**Instructions for the task:** Repeat every line below exactly as it reads.

**Input records:**

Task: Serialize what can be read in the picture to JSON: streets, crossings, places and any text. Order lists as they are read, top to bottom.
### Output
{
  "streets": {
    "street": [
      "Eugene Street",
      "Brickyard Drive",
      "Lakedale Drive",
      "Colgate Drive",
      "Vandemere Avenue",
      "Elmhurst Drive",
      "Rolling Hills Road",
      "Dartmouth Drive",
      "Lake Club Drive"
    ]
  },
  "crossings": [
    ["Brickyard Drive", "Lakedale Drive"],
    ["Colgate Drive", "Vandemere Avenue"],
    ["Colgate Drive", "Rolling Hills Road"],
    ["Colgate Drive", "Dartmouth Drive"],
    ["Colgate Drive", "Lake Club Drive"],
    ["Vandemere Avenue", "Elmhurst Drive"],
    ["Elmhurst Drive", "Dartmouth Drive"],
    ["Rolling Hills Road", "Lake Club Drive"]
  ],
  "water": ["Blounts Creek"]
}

**Output:**
Task: Serialize what can be read in the picture to JSON: streets, crossings, places and any text. Order lists as they are read, top to bottom.
### Output
{
  "streets": {
    "street": [
      "Eugene Street",
      "Brickyard Drive",
      "Lakedale Drive",
      "Colgate Drive",
      "Vandemere Avenue",
      "Elmhurst Drive",
      "Rolling Hills Road",
      "Dartmouth Drive",
      "Lake Club Drive"
    ]
  },
  "crossings": [
    ["Brickyard Drive", "Lakedale Drive"],
    ["Colgate Drive", "Vandemere Avenue"],
    ["Colgate Drive", "Rolling Hills Road"],
    ["Colgate Drive", "Dartmouth Drive"],
    ["Colgate Drive", "Lake Club Drive"],
    ["Vandemere Avenue", "Elmhurst Drive"],
    ["Elmhurst Drive", "Dartmouth Drive"],
    ["Rolling Hills Road", "Lake Club Drive"]
  ],
  "water": ["Blounts Creek"]
}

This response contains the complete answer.